[Stored data]
Content starts
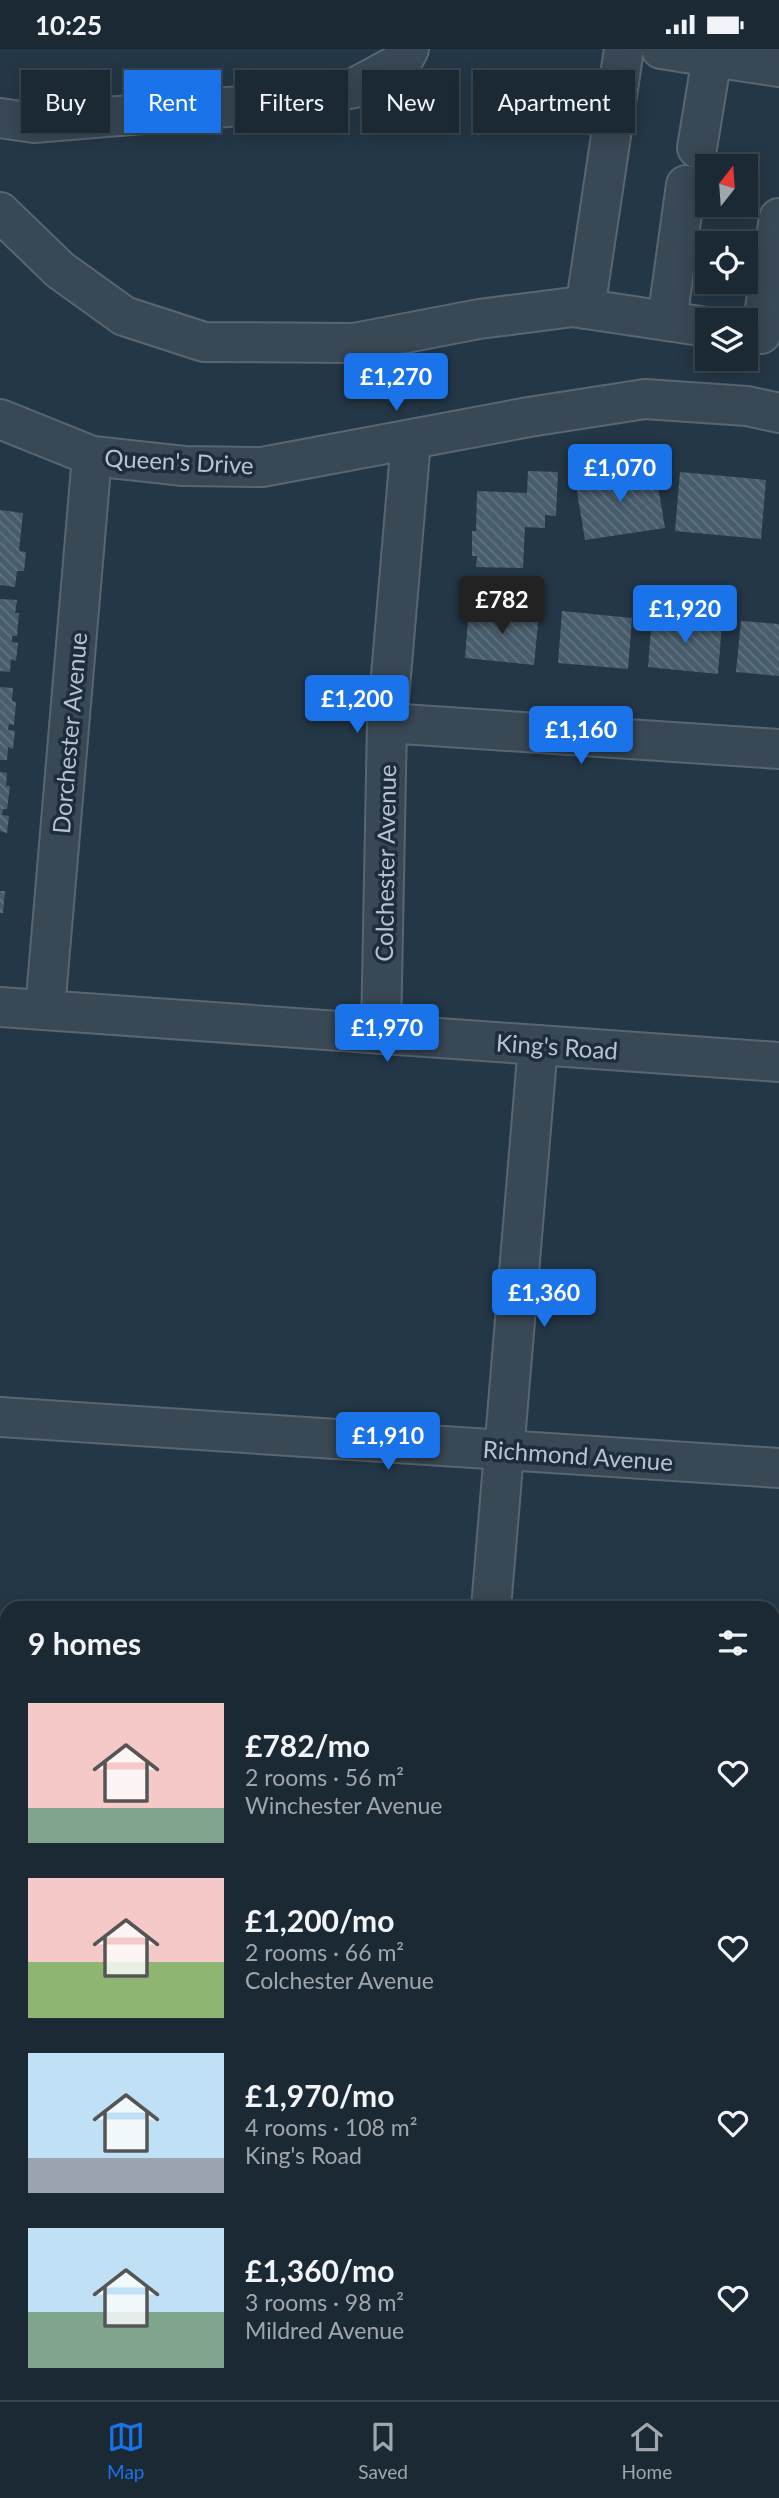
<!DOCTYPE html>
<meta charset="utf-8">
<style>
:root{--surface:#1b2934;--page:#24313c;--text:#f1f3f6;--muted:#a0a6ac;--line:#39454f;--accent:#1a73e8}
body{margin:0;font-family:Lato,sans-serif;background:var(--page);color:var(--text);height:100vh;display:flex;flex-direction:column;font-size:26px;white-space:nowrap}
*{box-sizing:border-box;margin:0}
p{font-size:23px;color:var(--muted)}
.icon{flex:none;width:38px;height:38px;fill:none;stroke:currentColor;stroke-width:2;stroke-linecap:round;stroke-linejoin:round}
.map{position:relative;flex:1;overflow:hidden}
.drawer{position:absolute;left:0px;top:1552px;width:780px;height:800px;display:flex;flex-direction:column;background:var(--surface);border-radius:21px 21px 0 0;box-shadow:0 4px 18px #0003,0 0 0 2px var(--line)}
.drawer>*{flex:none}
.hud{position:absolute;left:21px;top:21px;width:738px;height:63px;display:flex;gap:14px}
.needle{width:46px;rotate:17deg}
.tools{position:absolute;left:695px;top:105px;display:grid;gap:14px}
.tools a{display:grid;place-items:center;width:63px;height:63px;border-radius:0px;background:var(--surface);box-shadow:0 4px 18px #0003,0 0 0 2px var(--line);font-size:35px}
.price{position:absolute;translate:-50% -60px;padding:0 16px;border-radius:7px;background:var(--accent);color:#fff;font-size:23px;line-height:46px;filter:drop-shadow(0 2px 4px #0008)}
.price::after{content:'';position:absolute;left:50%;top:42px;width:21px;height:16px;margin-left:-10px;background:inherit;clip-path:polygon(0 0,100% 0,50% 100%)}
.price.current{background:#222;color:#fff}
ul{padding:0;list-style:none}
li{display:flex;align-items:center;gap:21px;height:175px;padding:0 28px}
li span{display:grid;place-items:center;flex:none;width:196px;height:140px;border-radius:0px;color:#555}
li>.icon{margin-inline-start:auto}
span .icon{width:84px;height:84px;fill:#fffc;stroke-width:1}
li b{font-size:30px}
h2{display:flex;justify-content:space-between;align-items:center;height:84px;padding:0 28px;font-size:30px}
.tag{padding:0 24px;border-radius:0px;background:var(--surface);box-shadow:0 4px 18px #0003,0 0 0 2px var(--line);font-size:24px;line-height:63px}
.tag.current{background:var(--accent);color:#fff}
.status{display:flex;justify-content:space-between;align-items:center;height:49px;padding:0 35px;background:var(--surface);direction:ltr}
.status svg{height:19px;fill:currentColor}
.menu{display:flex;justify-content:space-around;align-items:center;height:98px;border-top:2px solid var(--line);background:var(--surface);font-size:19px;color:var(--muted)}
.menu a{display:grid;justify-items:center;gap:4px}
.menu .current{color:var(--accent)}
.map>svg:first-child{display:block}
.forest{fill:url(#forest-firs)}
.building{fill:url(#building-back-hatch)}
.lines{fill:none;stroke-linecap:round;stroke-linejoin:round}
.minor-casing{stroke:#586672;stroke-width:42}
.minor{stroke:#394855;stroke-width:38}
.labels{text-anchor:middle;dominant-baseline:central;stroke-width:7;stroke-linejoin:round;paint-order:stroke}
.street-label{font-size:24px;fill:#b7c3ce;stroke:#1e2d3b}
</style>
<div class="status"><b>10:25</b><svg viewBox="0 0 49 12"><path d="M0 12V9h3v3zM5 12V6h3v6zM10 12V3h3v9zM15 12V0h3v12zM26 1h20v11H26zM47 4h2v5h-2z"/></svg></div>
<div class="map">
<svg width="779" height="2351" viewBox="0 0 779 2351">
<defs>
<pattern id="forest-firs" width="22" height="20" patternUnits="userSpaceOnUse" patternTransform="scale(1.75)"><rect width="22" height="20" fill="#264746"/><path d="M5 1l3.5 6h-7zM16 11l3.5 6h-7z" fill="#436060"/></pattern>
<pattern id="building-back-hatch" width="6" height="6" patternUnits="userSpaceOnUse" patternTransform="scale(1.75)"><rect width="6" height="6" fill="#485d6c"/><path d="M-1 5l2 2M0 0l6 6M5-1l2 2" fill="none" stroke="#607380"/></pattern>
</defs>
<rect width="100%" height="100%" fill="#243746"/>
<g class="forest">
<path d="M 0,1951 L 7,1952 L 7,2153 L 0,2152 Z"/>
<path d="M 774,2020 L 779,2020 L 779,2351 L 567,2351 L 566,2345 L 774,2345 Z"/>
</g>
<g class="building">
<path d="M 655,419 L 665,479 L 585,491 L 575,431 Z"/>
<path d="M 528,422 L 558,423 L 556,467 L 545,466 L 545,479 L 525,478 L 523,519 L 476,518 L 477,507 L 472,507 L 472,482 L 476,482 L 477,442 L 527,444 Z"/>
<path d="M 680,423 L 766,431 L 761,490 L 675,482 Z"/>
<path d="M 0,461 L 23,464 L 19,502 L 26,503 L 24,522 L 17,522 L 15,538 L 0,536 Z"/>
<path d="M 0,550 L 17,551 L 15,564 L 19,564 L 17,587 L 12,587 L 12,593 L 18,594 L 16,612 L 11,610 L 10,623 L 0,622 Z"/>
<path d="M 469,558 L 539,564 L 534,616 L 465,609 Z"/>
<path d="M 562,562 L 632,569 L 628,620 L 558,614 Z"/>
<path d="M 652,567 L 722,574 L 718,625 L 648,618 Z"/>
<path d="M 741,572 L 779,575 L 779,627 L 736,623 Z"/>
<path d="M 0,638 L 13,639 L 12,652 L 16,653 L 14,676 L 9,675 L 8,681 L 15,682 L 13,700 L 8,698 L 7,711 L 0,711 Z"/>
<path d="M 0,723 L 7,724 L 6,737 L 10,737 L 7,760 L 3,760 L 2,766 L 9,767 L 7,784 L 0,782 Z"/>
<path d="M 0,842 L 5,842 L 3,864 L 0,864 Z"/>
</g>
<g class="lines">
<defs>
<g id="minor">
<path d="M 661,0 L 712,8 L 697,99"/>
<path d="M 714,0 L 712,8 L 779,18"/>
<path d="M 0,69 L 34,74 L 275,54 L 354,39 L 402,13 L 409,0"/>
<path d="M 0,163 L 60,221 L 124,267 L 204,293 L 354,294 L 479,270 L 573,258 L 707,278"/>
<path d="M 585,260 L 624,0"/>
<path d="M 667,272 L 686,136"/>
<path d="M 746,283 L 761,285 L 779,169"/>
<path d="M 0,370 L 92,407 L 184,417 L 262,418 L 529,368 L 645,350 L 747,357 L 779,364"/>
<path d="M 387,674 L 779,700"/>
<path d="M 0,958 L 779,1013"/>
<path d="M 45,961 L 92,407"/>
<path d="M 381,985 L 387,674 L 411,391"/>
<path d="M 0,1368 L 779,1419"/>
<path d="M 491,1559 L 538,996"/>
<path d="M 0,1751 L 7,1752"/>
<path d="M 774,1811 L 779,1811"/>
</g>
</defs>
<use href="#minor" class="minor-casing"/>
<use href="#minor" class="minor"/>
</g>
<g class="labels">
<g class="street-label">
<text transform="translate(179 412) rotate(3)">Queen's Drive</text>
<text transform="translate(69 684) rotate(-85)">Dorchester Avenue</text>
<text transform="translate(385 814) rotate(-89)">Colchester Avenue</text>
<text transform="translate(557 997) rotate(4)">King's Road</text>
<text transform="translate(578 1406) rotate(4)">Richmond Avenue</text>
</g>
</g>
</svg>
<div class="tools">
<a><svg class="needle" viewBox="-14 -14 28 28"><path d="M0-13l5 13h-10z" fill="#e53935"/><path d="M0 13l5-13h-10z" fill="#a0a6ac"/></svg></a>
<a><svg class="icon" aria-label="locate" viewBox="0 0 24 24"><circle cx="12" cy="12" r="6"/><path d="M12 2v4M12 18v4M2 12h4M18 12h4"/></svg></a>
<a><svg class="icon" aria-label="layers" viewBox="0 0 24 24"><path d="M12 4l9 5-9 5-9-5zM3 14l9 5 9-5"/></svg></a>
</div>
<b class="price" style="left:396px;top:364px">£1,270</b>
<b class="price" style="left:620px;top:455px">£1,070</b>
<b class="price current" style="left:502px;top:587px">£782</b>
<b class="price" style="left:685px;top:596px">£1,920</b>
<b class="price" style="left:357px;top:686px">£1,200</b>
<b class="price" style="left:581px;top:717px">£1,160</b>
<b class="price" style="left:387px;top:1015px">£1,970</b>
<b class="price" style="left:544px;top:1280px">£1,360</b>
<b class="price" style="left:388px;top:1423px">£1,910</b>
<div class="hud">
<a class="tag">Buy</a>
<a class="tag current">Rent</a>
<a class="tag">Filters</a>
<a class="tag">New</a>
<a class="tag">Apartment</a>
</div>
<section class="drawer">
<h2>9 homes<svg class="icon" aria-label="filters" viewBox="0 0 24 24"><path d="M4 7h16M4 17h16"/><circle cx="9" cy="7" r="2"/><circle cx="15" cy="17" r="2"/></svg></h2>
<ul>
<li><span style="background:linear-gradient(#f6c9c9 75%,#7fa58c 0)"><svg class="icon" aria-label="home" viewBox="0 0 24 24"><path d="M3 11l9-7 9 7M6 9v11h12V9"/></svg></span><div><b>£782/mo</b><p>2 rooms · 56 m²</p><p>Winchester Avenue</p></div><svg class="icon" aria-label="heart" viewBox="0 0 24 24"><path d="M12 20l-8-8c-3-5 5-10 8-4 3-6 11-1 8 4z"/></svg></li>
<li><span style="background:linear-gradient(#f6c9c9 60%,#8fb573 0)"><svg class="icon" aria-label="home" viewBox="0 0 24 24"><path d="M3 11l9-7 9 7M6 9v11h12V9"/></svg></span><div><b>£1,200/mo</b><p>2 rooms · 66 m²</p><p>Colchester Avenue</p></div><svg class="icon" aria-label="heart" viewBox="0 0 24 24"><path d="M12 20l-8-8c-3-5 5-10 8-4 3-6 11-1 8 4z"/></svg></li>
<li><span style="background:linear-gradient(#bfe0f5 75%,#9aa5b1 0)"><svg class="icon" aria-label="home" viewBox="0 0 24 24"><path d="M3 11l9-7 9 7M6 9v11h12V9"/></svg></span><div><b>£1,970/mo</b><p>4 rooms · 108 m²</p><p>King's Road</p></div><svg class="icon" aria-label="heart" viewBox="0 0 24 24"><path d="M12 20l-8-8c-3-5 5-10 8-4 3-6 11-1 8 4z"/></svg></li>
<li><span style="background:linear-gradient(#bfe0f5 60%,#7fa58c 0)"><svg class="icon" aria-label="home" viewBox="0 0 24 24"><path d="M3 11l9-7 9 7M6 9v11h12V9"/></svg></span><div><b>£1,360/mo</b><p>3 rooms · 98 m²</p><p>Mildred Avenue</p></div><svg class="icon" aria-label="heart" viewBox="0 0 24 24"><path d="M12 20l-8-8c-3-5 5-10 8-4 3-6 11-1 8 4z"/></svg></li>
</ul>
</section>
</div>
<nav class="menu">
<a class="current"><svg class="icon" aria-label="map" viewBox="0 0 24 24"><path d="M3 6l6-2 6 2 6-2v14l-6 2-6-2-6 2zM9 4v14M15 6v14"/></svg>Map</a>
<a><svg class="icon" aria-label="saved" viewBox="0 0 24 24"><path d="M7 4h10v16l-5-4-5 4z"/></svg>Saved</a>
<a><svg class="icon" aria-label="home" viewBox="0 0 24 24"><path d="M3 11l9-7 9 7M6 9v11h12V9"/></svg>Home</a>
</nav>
Content ends
Content starts
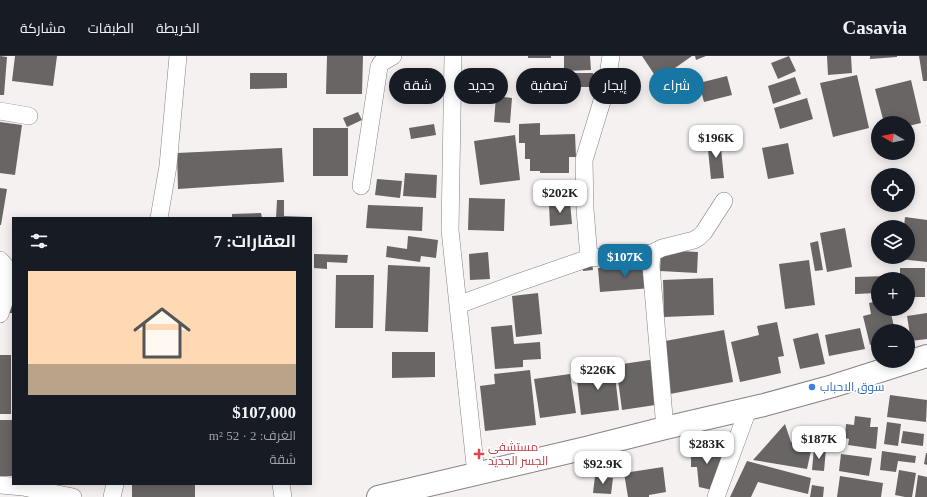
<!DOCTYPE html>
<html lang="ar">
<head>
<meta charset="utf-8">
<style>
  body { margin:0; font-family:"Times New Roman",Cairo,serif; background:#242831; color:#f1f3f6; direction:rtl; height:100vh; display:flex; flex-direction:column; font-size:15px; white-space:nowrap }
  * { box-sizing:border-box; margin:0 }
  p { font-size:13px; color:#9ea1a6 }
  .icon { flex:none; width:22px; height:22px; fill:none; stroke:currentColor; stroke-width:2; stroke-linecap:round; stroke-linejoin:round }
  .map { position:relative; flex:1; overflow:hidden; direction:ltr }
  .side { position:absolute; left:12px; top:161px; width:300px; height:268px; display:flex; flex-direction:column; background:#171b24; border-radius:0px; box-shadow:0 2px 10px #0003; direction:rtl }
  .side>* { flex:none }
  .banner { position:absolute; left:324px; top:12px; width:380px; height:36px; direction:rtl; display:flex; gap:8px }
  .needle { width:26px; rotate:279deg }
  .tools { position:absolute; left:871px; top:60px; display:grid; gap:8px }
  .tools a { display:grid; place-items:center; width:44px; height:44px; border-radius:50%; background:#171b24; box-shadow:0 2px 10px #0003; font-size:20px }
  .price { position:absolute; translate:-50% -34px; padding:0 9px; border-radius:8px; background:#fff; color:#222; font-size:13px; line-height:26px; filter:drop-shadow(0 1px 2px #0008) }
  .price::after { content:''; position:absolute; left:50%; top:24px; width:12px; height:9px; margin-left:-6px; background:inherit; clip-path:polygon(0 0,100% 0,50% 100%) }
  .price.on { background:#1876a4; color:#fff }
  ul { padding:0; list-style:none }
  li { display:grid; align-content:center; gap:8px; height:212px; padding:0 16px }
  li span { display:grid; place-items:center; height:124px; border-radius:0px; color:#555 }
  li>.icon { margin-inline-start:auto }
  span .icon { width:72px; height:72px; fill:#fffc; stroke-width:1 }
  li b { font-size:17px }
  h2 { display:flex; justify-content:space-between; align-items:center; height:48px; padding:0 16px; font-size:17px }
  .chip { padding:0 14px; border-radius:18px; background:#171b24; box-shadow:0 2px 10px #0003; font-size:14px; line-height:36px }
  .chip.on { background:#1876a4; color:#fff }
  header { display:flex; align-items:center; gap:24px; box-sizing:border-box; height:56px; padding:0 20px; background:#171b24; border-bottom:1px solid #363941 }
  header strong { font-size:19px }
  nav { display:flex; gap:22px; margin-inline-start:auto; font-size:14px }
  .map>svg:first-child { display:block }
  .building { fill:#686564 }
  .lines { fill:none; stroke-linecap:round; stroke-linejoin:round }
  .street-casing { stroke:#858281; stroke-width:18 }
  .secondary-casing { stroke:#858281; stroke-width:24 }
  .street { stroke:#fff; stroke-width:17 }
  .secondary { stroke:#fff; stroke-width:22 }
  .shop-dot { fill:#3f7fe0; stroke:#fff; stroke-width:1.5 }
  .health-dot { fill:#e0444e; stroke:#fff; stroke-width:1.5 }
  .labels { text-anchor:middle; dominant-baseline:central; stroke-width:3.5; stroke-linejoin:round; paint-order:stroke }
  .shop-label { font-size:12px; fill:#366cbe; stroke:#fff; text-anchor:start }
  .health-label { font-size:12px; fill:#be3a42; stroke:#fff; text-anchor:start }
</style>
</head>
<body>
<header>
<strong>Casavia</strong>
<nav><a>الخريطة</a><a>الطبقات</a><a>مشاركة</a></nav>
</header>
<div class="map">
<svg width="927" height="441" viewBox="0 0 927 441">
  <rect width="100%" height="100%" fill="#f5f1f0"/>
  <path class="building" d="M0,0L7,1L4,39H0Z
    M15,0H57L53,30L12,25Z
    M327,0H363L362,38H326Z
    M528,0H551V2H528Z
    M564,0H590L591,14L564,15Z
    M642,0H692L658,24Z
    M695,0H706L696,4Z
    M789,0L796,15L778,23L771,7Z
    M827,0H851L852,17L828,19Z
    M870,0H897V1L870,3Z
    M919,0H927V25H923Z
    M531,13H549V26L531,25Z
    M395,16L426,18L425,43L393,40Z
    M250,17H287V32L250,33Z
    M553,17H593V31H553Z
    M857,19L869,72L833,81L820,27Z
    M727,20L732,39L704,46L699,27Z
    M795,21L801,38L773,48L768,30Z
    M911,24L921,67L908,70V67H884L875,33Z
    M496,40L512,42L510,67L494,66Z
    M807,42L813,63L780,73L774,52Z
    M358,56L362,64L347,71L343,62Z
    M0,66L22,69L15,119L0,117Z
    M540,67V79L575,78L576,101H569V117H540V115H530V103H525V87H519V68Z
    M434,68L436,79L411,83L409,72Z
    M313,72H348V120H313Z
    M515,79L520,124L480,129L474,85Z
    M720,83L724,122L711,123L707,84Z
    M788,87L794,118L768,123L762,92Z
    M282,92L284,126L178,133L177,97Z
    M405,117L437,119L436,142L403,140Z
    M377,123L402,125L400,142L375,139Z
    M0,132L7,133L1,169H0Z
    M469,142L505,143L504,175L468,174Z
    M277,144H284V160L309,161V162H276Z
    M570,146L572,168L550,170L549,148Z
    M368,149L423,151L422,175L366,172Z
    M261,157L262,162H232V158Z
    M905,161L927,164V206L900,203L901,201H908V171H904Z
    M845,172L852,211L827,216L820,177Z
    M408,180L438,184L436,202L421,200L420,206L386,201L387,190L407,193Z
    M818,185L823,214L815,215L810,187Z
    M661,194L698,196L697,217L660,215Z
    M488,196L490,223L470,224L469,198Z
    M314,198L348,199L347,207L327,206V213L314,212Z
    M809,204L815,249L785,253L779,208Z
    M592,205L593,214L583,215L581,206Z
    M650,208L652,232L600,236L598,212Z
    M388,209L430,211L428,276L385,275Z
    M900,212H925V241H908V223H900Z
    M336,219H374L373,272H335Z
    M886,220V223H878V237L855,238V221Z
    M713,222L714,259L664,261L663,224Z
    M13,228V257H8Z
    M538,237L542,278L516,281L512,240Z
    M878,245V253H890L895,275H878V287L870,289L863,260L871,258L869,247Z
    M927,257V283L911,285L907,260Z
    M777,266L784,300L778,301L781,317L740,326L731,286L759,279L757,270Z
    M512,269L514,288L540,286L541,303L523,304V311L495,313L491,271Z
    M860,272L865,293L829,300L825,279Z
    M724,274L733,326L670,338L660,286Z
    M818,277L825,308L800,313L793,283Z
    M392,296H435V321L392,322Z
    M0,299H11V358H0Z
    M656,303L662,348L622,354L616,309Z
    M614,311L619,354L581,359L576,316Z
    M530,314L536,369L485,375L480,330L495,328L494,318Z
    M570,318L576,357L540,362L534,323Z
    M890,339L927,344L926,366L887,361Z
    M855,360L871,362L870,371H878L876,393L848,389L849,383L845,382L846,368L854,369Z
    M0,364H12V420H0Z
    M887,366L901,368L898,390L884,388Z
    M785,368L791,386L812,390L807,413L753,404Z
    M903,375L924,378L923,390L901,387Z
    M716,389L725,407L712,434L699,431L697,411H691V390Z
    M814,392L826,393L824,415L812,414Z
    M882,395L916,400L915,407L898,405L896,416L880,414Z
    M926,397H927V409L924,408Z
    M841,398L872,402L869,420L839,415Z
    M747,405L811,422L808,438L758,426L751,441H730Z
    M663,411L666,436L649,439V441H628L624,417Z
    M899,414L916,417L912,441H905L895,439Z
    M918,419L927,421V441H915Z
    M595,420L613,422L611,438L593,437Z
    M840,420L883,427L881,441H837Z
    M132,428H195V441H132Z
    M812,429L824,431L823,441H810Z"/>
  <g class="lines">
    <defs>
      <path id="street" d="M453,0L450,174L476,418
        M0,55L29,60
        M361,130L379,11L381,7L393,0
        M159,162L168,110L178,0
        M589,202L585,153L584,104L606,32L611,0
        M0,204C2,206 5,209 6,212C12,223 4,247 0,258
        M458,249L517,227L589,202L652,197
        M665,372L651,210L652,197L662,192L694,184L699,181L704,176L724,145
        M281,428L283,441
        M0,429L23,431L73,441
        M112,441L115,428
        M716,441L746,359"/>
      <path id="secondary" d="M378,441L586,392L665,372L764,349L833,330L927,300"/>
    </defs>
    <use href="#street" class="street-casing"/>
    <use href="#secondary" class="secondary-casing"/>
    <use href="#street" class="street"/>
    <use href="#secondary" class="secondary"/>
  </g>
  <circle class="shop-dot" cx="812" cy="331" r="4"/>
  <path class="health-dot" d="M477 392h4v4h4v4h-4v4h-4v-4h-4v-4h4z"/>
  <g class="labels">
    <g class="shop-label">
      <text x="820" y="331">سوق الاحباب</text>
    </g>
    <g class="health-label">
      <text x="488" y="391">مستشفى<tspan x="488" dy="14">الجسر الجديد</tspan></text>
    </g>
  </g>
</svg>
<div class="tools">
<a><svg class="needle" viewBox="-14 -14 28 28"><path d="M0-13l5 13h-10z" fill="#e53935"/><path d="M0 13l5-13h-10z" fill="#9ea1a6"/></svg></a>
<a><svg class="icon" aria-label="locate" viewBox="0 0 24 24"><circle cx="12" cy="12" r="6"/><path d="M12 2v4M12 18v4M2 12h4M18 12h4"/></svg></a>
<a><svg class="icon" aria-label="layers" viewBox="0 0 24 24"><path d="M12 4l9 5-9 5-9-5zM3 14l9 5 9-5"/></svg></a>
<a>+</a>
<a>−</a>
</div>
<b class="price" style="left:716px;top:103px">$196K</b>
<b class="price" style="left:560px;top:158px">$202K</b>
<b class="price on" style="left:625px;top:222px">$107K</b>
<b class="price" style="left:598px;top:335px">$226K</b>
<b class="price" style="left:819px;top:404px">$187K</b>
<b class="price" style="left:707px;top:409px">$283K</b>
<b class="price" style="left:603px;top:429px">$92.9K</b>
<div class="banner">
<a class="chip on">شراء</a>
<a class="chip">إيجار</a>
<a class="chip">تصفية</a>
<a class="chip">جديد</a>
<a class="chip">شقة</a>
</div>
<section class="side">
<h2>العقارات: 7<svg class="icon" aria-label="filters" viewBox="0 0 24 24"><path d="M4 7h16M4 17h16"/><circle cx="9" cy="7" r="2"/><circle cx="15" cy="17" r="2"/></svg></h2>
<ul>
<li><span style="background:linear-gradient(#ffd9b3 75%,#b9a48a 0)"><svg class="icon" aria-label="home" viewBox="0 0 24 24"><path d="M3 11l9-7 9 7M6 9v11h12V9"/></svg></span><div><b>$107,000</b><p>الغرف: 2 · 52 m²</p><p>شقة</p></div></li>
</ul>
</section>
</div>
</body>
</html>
Content ends
▶ _Activity_: Output, from the data above, the lines from the line with "M313,72H348V120H313Z" to the line with "M614,311L619,354L581,359L576,316Z" exactly as they stand, both ends included and nothing else.

▶ _Exercise response_:
    M313,72H348V120H313Z
    M515,79L520,124L480,129L474,85Z
    M720,83L724,122L711,123L707,84Z
    M788,87L794,118L768,123L762,92Z
    M282,92L284,126L178,133L177,97Z
    M405,117L437,119L436,142L403,140Z
    M377,123L402,125L400,142L375,139Z
    M0,132L7,133L1,169H0Z
    M469,142L505,143L504,175L468,174Z
    M277,144H284V160L309,161V162H276Z
    M570,146L572,168L550,170L549,148Z
    M368,149L423,151L422,175L366,172Z
    M261,157L262,162H232V158Z
    M905,161L927,164V206L900,203L901,201H908V171H904Z
    M845,172L852,211L827,216L820,177Z
    M408,180L438,184L436,202L421,200L420,206L386,201L387,190L407,193Z
    M818,185L823,214L815,215L810,187Z
    M661,194L698,196L697,217L660,215Z
    M488,196L490,223L470,224L469,198Z
    M314,198L348,199L347,207L327,206V213L314,212Z
    M809,204L815,249L785,253L779,208Z
    M592,205L593,214L583,215L581,206Z
    M650,208L652,232L600,236L598,212Z
    M388,209L430,211L428,276L385,275Z
    M900,212H925V241H908V223H900Z
    M336,219H374L373,272H335Z
    M886,220V223H878V237L855,238V221Z
    M713,222L714,259L664,261L663,224Z
    M13,228V257H8Z
    M538,237L542,278L516,281L512,240Z
    M878,245V253H890L895,275H878V287L870,289L863,260L871,258L869,247Z
    M927,257V283L911,285L907,260Z
    M777,266L784,300L778,301L781,317L740,326L731,286L759,279L757,270Z
    M512,269L514,288L540,286L541,303L523,304V311L495,313L491,271Z
    M860,272L865,293L829,300L825,279Z
    M724,274L733,326L670,338L660,286Z
    M818,277L825,308L800,313L793,283Z
    M392,296H435V321L392,322Z
    M0,299H11V358H0Z
    M656,303L662,348L622,354L616,309Z
    M614,311L619,354L581,359L576,316Z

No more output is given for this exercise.